Like many of its predecessors, the campaign for the Presidency of the United States in 1928 began months before candidates were nominated and ballots were cast. The Republican Party found itself without a candidate when President Coolidge announced late in the summer of 1927 that he would not seek re-election in the following year. There was a slight scramble within Republican ranks for the nomination. Among those considered were Senator Charles G. Curtis of Kansas, majority floor leader, who subsequently was elected Vice-President; Senator William E. Borah, the Idaho Progressive whose role in the campaign is explored herein; Dr. Nicholas Murray Butler, President of Columbia University; the Coolidge Administration’s Vice-President, Charles G. Dawes; and the rugged individualist of considerable experience, Herbert C. Hoover, Secretary of Commerce since 1920. Hoover’s pre-convention campaign was evidently the most efficient, and by early spring of that election year, although there had been some sentiment to draft Coolidge, the Secretary's nomination was a certainty. Similarly, long before the Democrats met in Houston, Texas for their National Convention, the choice of Alfred E. Smith, Governor of New York, was a preclusion. Four years earlier, Smith and William G. McAdoo, contending for the nomination, had split the Democratic Party along Protestant and Catholic, Northern and Southern, and dry and wet lines, forcing the delegates to compromise by naming John W. Davis, a Wall street lawyer whose views were remarkably Republican in sentiment. The election of 1924 had left the Democratic organization in shambles, except in New York, where Smith had been re-elected Governor for a third term, amassing three million more votes than Davis.
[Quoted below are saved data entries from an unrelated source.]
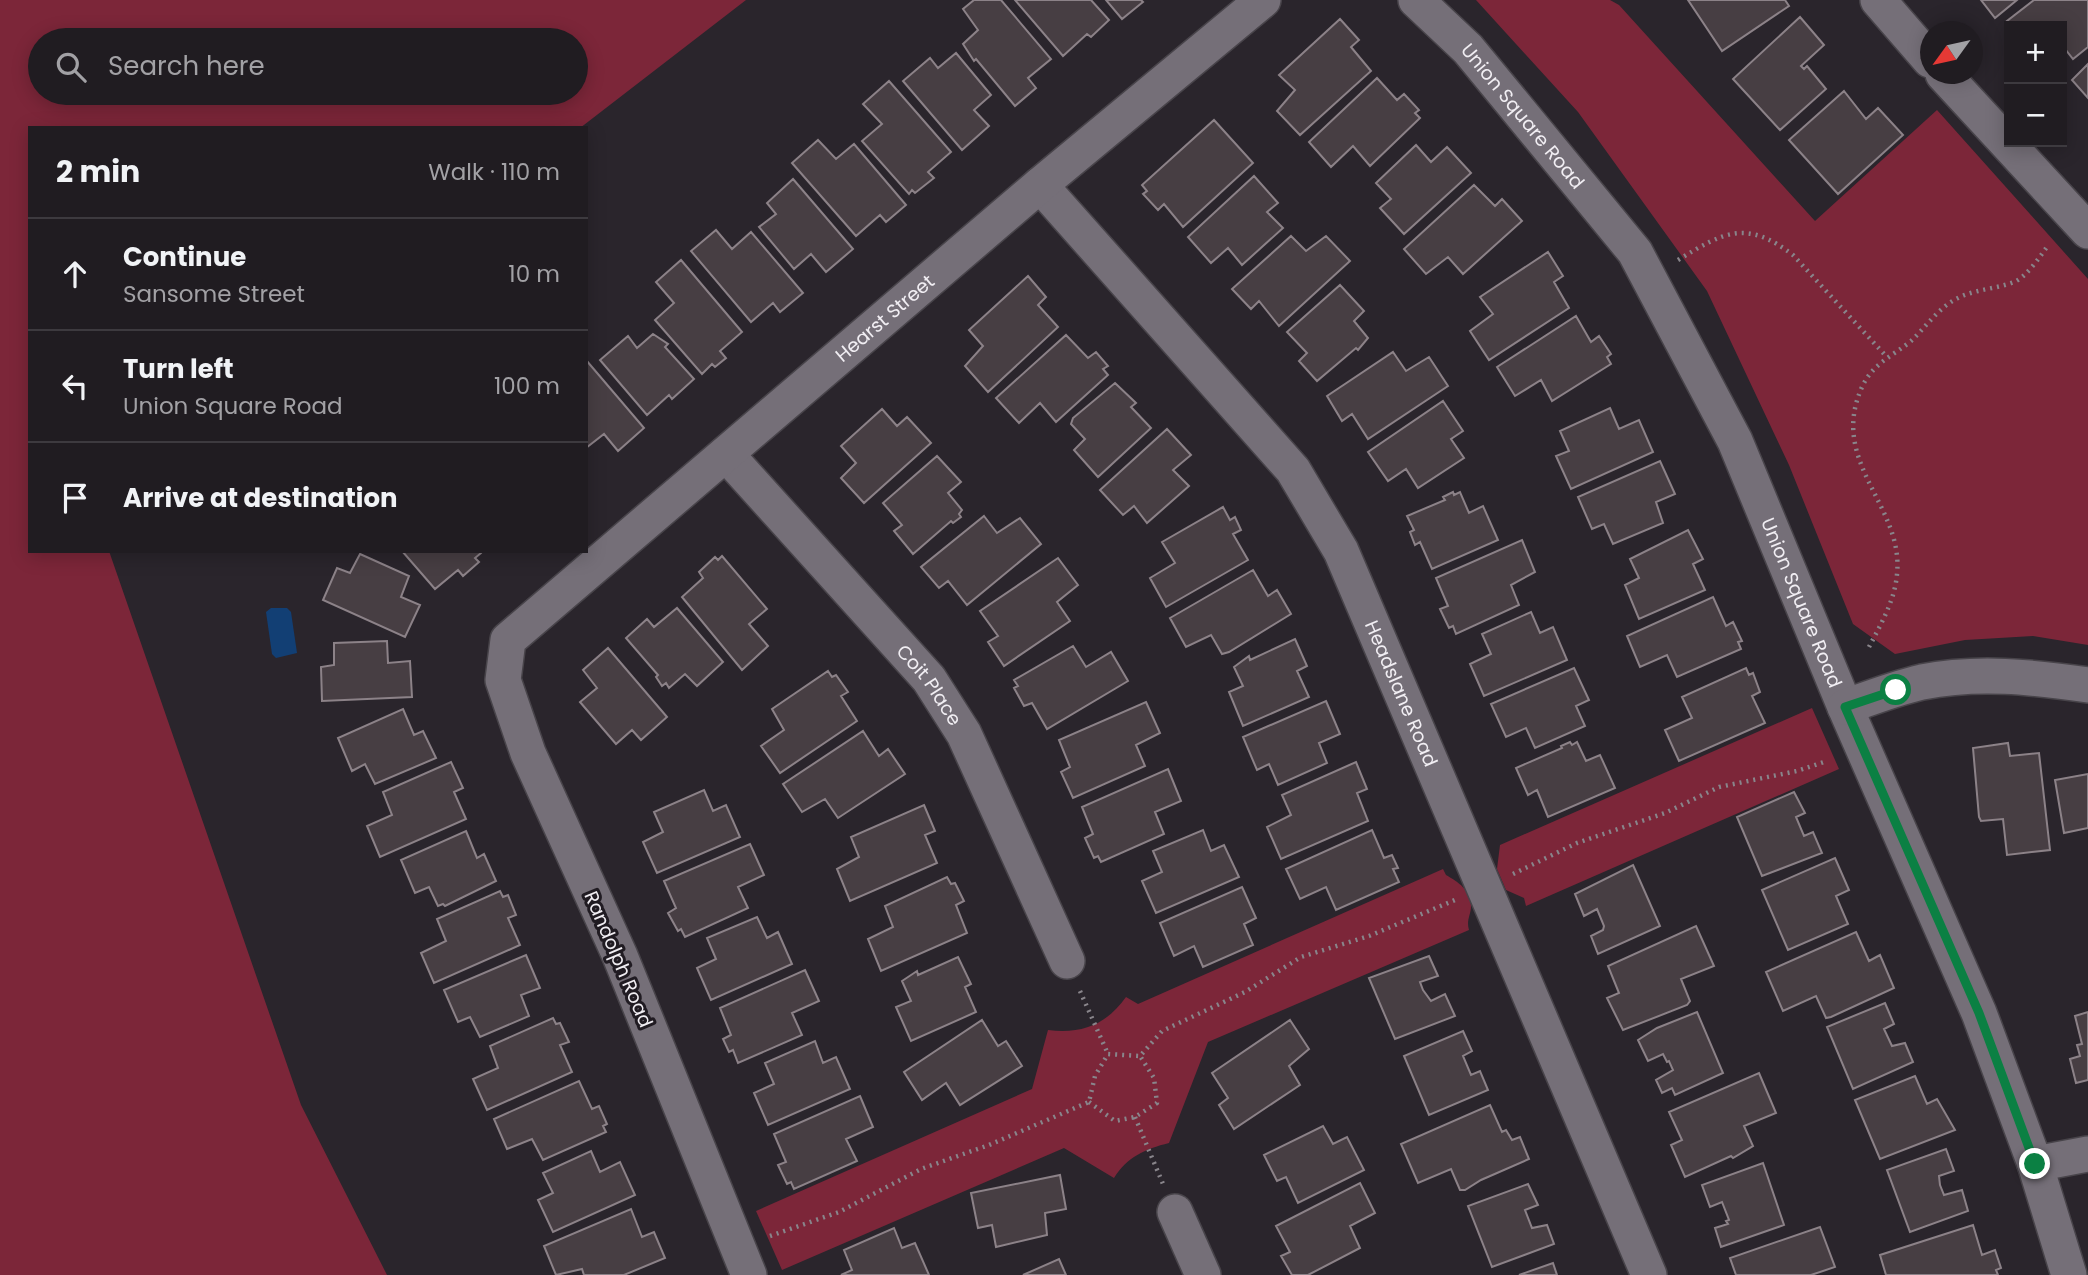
<!DOCTYPE html>
<meta charset="utf-8">
<style>
:root{--surface:#201c21;--page:#2d292e;--text:#f1f3f6;--muted:#a2a1a5;--line:#3d3a3f}
body{margin:0;font-family:Poppins,sans-serif;background:var(--page);color:var(--text)}
.controls{position:absolute;right:21px;top:21px;display:grid;overflow:hidden;border-radius:0px;box-shadow:0 4px 18px #0003}
.controls button{width:63px;height:63px;display:grid;place-items:center;padding:0;border:0;border-bottom:2px solid var(--line);background:var(--surface);color:var(--text);font:35px sans-serif}
.compass{position:absolute;left:1920px;top:21px;width:63px;height:63px;border-radius:50%;background:var(--surface);box-shadow:0 4px 18px #0003;rotate:237deg}
.stop{position:absolute;width:21px;height:21px;margin:-16px;border:5px solid #0b8043;border-radius:50%;background:#fff}
.stop.end{background:#0b8043;border-color:#fff;box-shadow:0 2px 7px #0008}
.list{margin:0;padding:0;list-style:none}
h2{display:flex;justify-content:space-between;align-items:center;height:91px;margin:0;padding:0 28px;font-size:30px}
h2 small{font-size:23px;font-weight:400;color:var(--muted)}
.list li{display:grid;grid-template-columns:46px 1fr auto;gap:21px;align-items:center;box-sizing:border-box;height:112px;padding:0 28px;border-top:2px solid var(--line)}
.list b{display:block;font-size:26px;white-space:nowrap}
.list p{margin:0;font-size:23px;white-space:nowrap;color:var(--muted)}
.list em{font-size:23px;font-style:normal;color:var(--muted)}
.icon{flex:none;width:38px;height:38px;fill:none;stroke:currentColor;stroke-width:2;stroke-linecap:round;stroke-linejoin:round}
.map{position:relative;flex:none;width:2088px;height:1275px;overflow:hidden}
.search{position:absolute;background:var(--surface);box-shadow:0 4px 18px #0003;left:28px;top:28px;width:560px;height:77px;display:flex;align-items:center;gap:18px;box-sizing:border-box;padding:0 24px;border-radius:38px;color:var(--muted);font-size:26px}
.panel{position:absolute;background:var(--surface);box-shadow:0 4px 18px #0003;left:28px;top:126px;width:560px;height:427px;border-radius:0px}
.map>svg:first-child{display:block}
</style>
<div class="map">
<svg width="2088" height="1275" viewBox="0 0 2088 1275">
<rect width="100%" height="100%" fill="#2a252c"/>
<path fill="#7c2639" fill-rule="evenodd" d="M0 0H746L580 128H30V551H109L301 1105 387 1275H0ZM40 40H576V93H40Z
M1476 0H1610L1619 5 1815 221 1937 110 2088 279V645L2033 636 1965 640 1895 654 1853 624 1789 465 1707 291 1578 112Z
M1812 708 1839 769 1526 906 1524 898 1506 890 1497 869 1500 845Z
M1443 869 1446 875C1458 882 1471 890 1471 906 1471 915 1466 920 1469 930L1208 1042 1169 1143C1145 1149 1127 1157 1114 1178L1064 1148 782 1270 756 1211 1032 1089 1048 1030C1082 1034 1106 1025 1126 997L1138 1004Z"/>
<path fill="#123f74" d="M271 608H287L291 612 297 653 276 658 272 654 266 612Z"/>
<path fill="#473e43" stroke="#8c8288" stroke-width="2" d="M974 0H1001L1051 59 1028 78 1036 88 1015 106 976 59 974 61 963 44 978 30 963 9Z
M1015 0H1091L1109 20 1091 37 1087 34 1063 56Z
M1106 0H1141L1143 2 1122 19Z
M1688 0H1785L1789 6 1722 51Z
M1981 0H2017L1995 18Z
M2034 0H2088V47L2073 59 2062 45V26H2011L2007 21Z
M1800 17 1824 45 1801 66 1804 69 1807 66 1826 89 1780 130 1733 79Z
M1340 19 1359 40 1351 47 1371 71 1300 135 1277 111 1295 90 1279 75Z
M956 53 991 95 974 110 989 126 962 150 903 81 930 58 938 68Z
M2088 64V98L2072 80Z
M1377 78 1397 100 1404 94 1419 110 1415 113 1420 118 1370 166 1353 146 1331 167 1309 142Z
M889 81 951 152 928 172 934 178 915 193 912 190 909 194 862 141 882 124 863 104Z
M1844 91 1866 119 1878 108 1903 135 1838 194 1789 140Z
M1214 120 1253 163 1183 227 1164 204 1158 210 1143 194 1147 191 1142 185Z
M818 140 836 159 854 144 906 205 886 222 880 215 856 236 792 163Z
M1416 145 1431 162 1447 147 1471 173 1404 234 1380 208 1391 199 1376 183Z
M1254 176 1278 203 1267 212 1283 228 1242 265 1228 248 1211 263 1188 237Z
M793 179 853 249 826 272 811 254 794 269 759 227 776 214 767 203Z
M1474 185 1495 206 1502 199 1522 221 1463 274 1448 257 1426 274 1404 249Z
M716 230 732 249 751 232 803 293 780 312 773 303 751 322 691 251Z
M1291 236 1306 251 1326 236 1350 261 1279 326 1259 301 1251 309 1232 289Z
M1548 252 1563 276 1554 282 1569 308 1489 360 1470 331 1493 314 1480 297Z
M681 260 742 332 720 351 726 358 715 367 712 364 702 374 655 320 674 303 656 282Z
M1028 276 1046 297 1038 305 1058 327 988 392 965 366 983 346 969 330Z
M1340 285 1364 311 1354 321 1368 338 1358 350 1356 348 1317 381 1299 361 1307 353 1287 332Z
M1576 316 1591 342 1599 336 1611 354 1607 357 1611 364 1552 401 1541 380 1515 396 1497 367Z
M653 334 668 344 665 347 694 379 672 399 669 395 647 415 600 360 628 336 637 348Z
M1066 335 1088 358 1096 352 1108 366 1103 369 1108 375 1056 422 1040 403 1019 423 996 398Z
M1393 352 1406 371 1429 357 1448 386 1368 439 1352 414 1342 421 1327 396Z
M586 360 644 428 618 451 604 434 586 448Z
M1115 383 1136 403 1131 407 1151 428 1098 477 1074 450 1085 439 1071 424 1073 418Z
M1443 401 1463 431 1451 439 1464 458 1418 488 1406 469 1388 481 1368 452Z
M1610 408 1619 429 1639 420 1653 452 1571 489 1556 456 1569 451 1560 431Z
M882 409 897 426 907 417 931 443 864 503 841 478 856 463 841 446Z
M1167 429 1191 455 1173 470 1189 486 1147 523 1134 506 1123 515 1100 490Z
M937 456 961 482 948 493 962 510 959 514 961 517 953 523 951 521 913 554 894 531 902 525 883 503Z
M1660 461 1675 494 1656 502 1663 523 1613 544 1604 524 1592 529 1578 497Z
M1453 492 1454 495 1460 492 1469 513 1483 506 1498 540 1432 569 1420 542 1415 545 1410 532 1414 530 1407 516 1445 500 1443 497Z
M1223 507 1230 520 1235 517 1241 530 1233 534 1248 560 1166 607 1150 578 1175 563 1162 542Z
M984 516 997 533 1020 518 1041 544 967 605 948 581 939 588 921 567Z
M1688 530 1703 559 1693 564 1705 590 1639 619 1625 585 1639 578 1630 559Z
M1522 540 1535 572 1511 585 1519 605 1456 634 1453 626 1449 628 1440 609 1448 606 1436 578Z
M402 551H480L481 553 475 558 479 562 463 576 458 570 435 589Z
M360 554 409 576 401 597 420 605 405 637 323 600 337 568 350 573Z
M722 556 767 609 749 624 768 646 742 670 682 597 703 578 699 572 715 557 718 560Z
M1058 558 1078 585 1057 602 1070 621 1004 666 988 642 998 636 980 611Z
M1253 570 1268 596 1277 590 1291 614 1229 652 1222 654 1211 635 1186 647 1170 618Z
M1713 597 1726 626 1733 622 1742 641 1738 642 1741 649 1677 677 1667 655 1640 667 1627 636Z
M677 608 723 662 697 686 685 674 669 688 666 683 662 686 656 677 658 675 626 638 647 619 654 627Z
M1531 612 1540 633 1553 627 1567 660 1484 696 1470 664 1491 654 1482 634Z
M1295 639 1307 666 1297 671 1309 697 1243 726 1229 692 1243 686 1234 667 1249 656 1250 660Z
M387 641 388 663 410 661 412 697 322 701 321 667 334 665V643Z
M1073 646 1086 667 1111 652 1128 681 1047 729 1032 703 1024 706 1014 688 1018 686 1014 680Z
M608 648 667 717 641 740 632 730 616 744 580 702 597 688 583 670Z
M1574 668 1589 700 1576 706 1585 726 1535 748 1526 728 1506 737 1491 704Z
M1746 668 1749 675 1753 673 1760 692 1752 696 1765 723 1679 761 1665 730 1692 718 1682 697Z
M828 671 832 677 836 675 848 692 841 696 857 721 780 773 761 746 784 730 772 709Z
M1326 701 1340 734 1319 743 1327 763 1278 785 1269 764 1257 770 1243 737Z
M1146 702 1160 733 1136 745 1145 766 1073 798 1061 772 1070 767 1059 740Z
M403 709 414 735 423 731 436 758 375 784 365 764 352 771 338 738Z
M863 731 879 756 888 749 905 774 838 818 825 799 802 812 783 784Z
M1570 742 1572 745 1577 742 1586 761 1600 755 1615 788 1548 817 1537 790 1528 795 1516 768 1562 748 1561 746Z
M2008 743 2010 756 2039 753 2050 850 2007 855 2003 819 1981 821 1979 817 1973 748Z
M451 762 463 788 454 792 466 819 380 857 367 826 392 815 383 792Z
M1356 762 1367 789 1357 793 1368 821 1281 859 1267 827 1291 815 1282 795Z
M1168 769 1181 801 1155 812 1164 834 1101 862 1098 856 1094 858 1085 838 1093 834 1082 807Z
M2088 774V828L2064 833 2055 780Z
M704 790 713 811 726 805 740 837 657 873 643 842 663 832 654 812Z
M1794 792 1805 813 1796 817 1804 836 1813 832 1822 853 1762 876 1737 817Z
M924 805 935 831 925 835 937 863 850 901 837 869 859 857 851 837Z
M1203 830 1211 851 1224 845 1239 877 1156 913 1142 881 1162 872 1153 851Z
M1372 830 1384 858 1392 855 1398 868 1393 869 1399 882 1336 910 1326 887 1300 899 1286 869Z
M466 831 477 858 484 854 496 881 445 906 443 904 438 906 429 887 415 893 401 860Z
M750 844 764 875 738 887 748 908 685 937 681 929 678 931 668 913 676 908 664 881Z
M1835 858 1849 890 1836 896 1848 924 1788 950 1762 890Z
M1633 865 1660 926 1598 954 1591 936 1603 930 1604 926 1597 909 1584 916 1575 894Z
M947 877 951 884 955 883 964 901 956 905 967 933 881 971 868 939 893 927 885 906Z
M1242 887 1256 918 1244 924 1253 945 1203 967 1194 946 1174 956 1160 923Z
M500 891 503 897 508 895 516 915 508 918 520 945 434 983 421 953 446 941 437 919Z
M757 917 767 938 778 932 792 964 711 1000 697 968 716 959 707 938Z
M1696 926 1714 966 1681 979 1690 1001 1687 1005 1623 1030 1607 998 1619 993 1608 966Z
M1856 932 1869 961 1880 955 1894 988 1831 1017 1826 1018 1816 996 1783 1011 1766 972Z
M526 955 540 988 521 995 529 1016 480 1037 470 1017 458 1022 444 990Z
M1429 956 1438 976 1420 982 1423 990 1431 1001 1445 994 1455 1016 1395 1039 1369 978Z
M958 957 971 984 965 987 976 1012 911 1041 896 1007 911 1001 902 981 917 971 918 975Z
M805 970 819 1001 792 1013 802 1035 738 1063 733 1050 729 1052 723 1039 731 1035 720 1008Z
M1885 1003 1894 1024 1884 1029 1892 1046 1905 1043 1913 1062 1853 1089 1827 1027Z
M1697 1012 1723 1073 1675 1095 1672 1088 1662 1093 1656 1080 1673 1070 1669 1061 1667 1062 1663 1054 1648 1061 1638 1040 1657 1028Z
M2088 1012V1080L2076 1083 2070 1059 2080 1056 2077 1045 2082 1044 2075 1016Z
M553 1018 556 1024 560 1023 569 1042 560 1045 572 1072 487 1110 473 1079 498 1068 490 1046Z
M982 1020 998 1046 1006 1041 1022 1066 960 1105 946 1083 922 1100 904 1072Z
M1290 1020 1309 1049 1289 1066 1300 1085 1234 1129 1219 1105 1228 1098 1212 1073Z
M1463 1031 1472 1051 1463 1056 1471 1075 1480 1071 1488 1090 1429 1115 1404 1056Z
M815 1041 823 1063 836 1057 850 1089 768 1125 754 1093 774 1084 765 1063Z
M1759 1073 1776 1113 1744 1126 1753 1146 1733 1158 1731 1156 1685 1177 1671 1145 1682 1140 1669 1112Z
M1915 1076 1927 1104 1937 1099 1955 1130 1880 1159 1855 1100Z
M579 1081 592 1109 599 1106 607 1124 603 1126 606 1132 543 1160 532 1139 507 1149 494 1119Z
M860 1096 873 1127 846 1139 857 1161 794 1189 791 1182 787 1184 778 1165 786 1162 774 1134Z
M1490 1105 1502 1132 1506 1130 1512 1140 1520 1137 1529 1159 1481 1180 1465 1190H1460L1451 1169 1418 1183 1401 1144Z
M1323 1126 1333 1144 1347 1137 1364 1170 1298 1203 1286 1177 1277 1181 1264 1155Z
M1946 1149 1954 1171 1939 1176 1940 1185 1944 1195 1962 1190 1968 1211 1910 1232 1887 1170Z
M591 1151 600 1172 620 1162 635 1195 553 1232 538 1200 553 1193 543 1173Z
M1763 1163 1784 1225 1721 1247 1715 1228 1728 1224 1726 1221 1729 1220 1722 1202 1710 1207 1702 1185Z
M1060 1175 1066 1209 1045 1213 1047 1235 996 1247 992 1225 978 1228 971 1193Z
M1360 1183 1375 1213 1350 1226 1360 1248 1308 1275H1292L1281 1256 1290 1252 1276 1226Z
M1528 1184 1538 1205 1525 1210 1532 1228 1547 1225 1554 1244 1492 1267 1468 1206Z
M631 1209 642 1237 654 1232 665 1258 624 1275H584L582 1269 556 1275 544 1246Z
M1973 1225 1982 1255 1995 1250 2001 1268 1996 1270 1998 1275H1886L1880 1255Z
M1820 1227 1835 1267 1811 1275H1736L1730 1258Z
M894 1228 902 1248 915 1243 929 1275H841L852 1270 844 1250Z
M1059 1259 1066 1275H1023Z
M1553 1263 1557 1275H1519Z"/>
<g fill="none" stroke-linecap="round" stroke-linejoin="round">
<defs>
<g id="minor">
<path id="s1" d="M1416 0 1468 49 1635 252 1735 441 1845 707 1979 1013 2035 1164 2069 1275"/>
<path d="M1878 0 1930 60"/>
<path d="M1943 74 2088 231"/>
<path id="s2" d="M1040 185 1293 470 1341 551 1649 1275"/>
<path id="s3" d="M726 454 929 679 964 734 1067 961"/>
<path d="M1845 707C1870 698 1896 688 1922 682 1978 671 2032 677 2088 685"/>
<path d="M2035 1164 2088 1154"/>
<path d="M1175 1212 1203 1275"/>
<path id="s4" d="M749 1275 620 956 528 753 503 680 508 640 1040 185 1263 0"/>
</g>
</defs>
<use href="#minor" stroke="#48444a" stroke-width="38"/>
<path stroke="#89858b" stroke-width="4.5" stroke-dasharray="2 5" stroke-linecap="butt" d="M1678 260C1724 232 1746 219 1793 255L1886 356
M1869 647C1881 624 1895 600 1897 574 1904 505 1828 463 1862 387 1873 363 1893 356 1911 341 1926 327 1939 307 1958 298 1976 289 1996 289 2014 282 2027 277 2041 255 2049 244
M1513 874 1577 843 1665 813 1719 787 1797 771 1827 761
M1080 991 1108 1054
M1089 1102 1115 1121 1135 1117 1157 1103 1154 1078 1140 1056
M1135 1117 1163 1184
M770 1236 839 1212 921 1169 989 1145 1089 1102 1095 1076 1108 1054 1140 1056 1162 1031 1245 992 1301 957 1369 936 1455 900"/>
<use href="#minor" stroke="#756f78" stroke-width="35"/>
</g>
<g fill="none" stroke-linecap="round" stroke-linejoin="round">
<path stroke="#0b8043" stroke-width="9" d="M1896 690 1845 707 1979 1013 2035 1164"/>
</g>
<g text-anchor="middle" stroke-width="6" stroke-linejoin="round" paint-order="stroke">
<g font-size="19" fill="#f1eef3" stroke="#201b22">
<text dy="7" stroke="none"><textPath href="#s1" startOffset="158">Union Square Road</textPath></text>
<text dy="7" stroke="none"><textPath href="#s4" startOffset="1180">Hearst Street</textPath></text>
<text dy="7" stroke="none"><textPath href="#s1" startOffset="723">Union Square Road</textPath></text>
<text dy="7" stroke="none"><textPath href="#s3" startOffset="308">Coit Place</textPath></text>
<text dy="7" stroke="none"><textPath href="#s2" startOffset="630">Headslane Road</textPath></text>
<text transform="translate(619 959) rotate(67)" y="7">Randolph Road</text>
</g>
</g>
</svg>
<div class="controls">
<button>+</button>
<button>−</button>
</div>
<svg class="compass" viewBox="-18 -18 36 36"><path d="M0-13l5 13h-10z" fill="#e53935"/><path d="M0 13l5-13h-10z" fill="#a2a1a5"/></svg>
<div class="stop" style="left:1896px;top:690px"></div>
<div class="stop end" style="left:2035px;top:1164px"></div>
<div class="search"><svg class="icon" aria-label="search" viewBox="0 0 24 24"><circle cx="10" cy="10" r="6"/><path d="M15 15l6 6"/></svg>Search here</div>
<section class="panel">
<h2>2 min<small>Walk · 110 m</small></h2>
<ul class="list">
<li><svg class="icon" aria-label="ahead" viewBox="0 0 24 24"><path d="M12 20V5M6 11l6-6 6 6"/></svg><div><b>Continue</b><p>Sansome Street</p></div><em>10 m</em></li>
<li><svg class="icon" aria-label="left" viewBox="0 0 24 24"><path d="M17 20v-9H6M10 6l-5 5 5 5"/></svg><div><b>Turn left</b><p>Union Square Road</p></div><em>100 m</em></li>
<li><svg class="icon" aria-label="arrive" viewBox="0 0 24 24"><path d="M6 21V4h12l-3 4 3 4H6"/></svg><div><b>Arrive at destination</b></div></li>
</ul>
</section>
</div>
With their nominees all but chosen in advance, it was therefore the primary function of the national party conventions to construct presidential platforms. The Prohibition question, seems to have been the campaign issue upon which the parties offered the only outstanding choice. The election of 1928 was therefore a referendum in this sense, and, in light of the evidence presented in this paper, made so through the tireless efforts of Senator William E. Borah.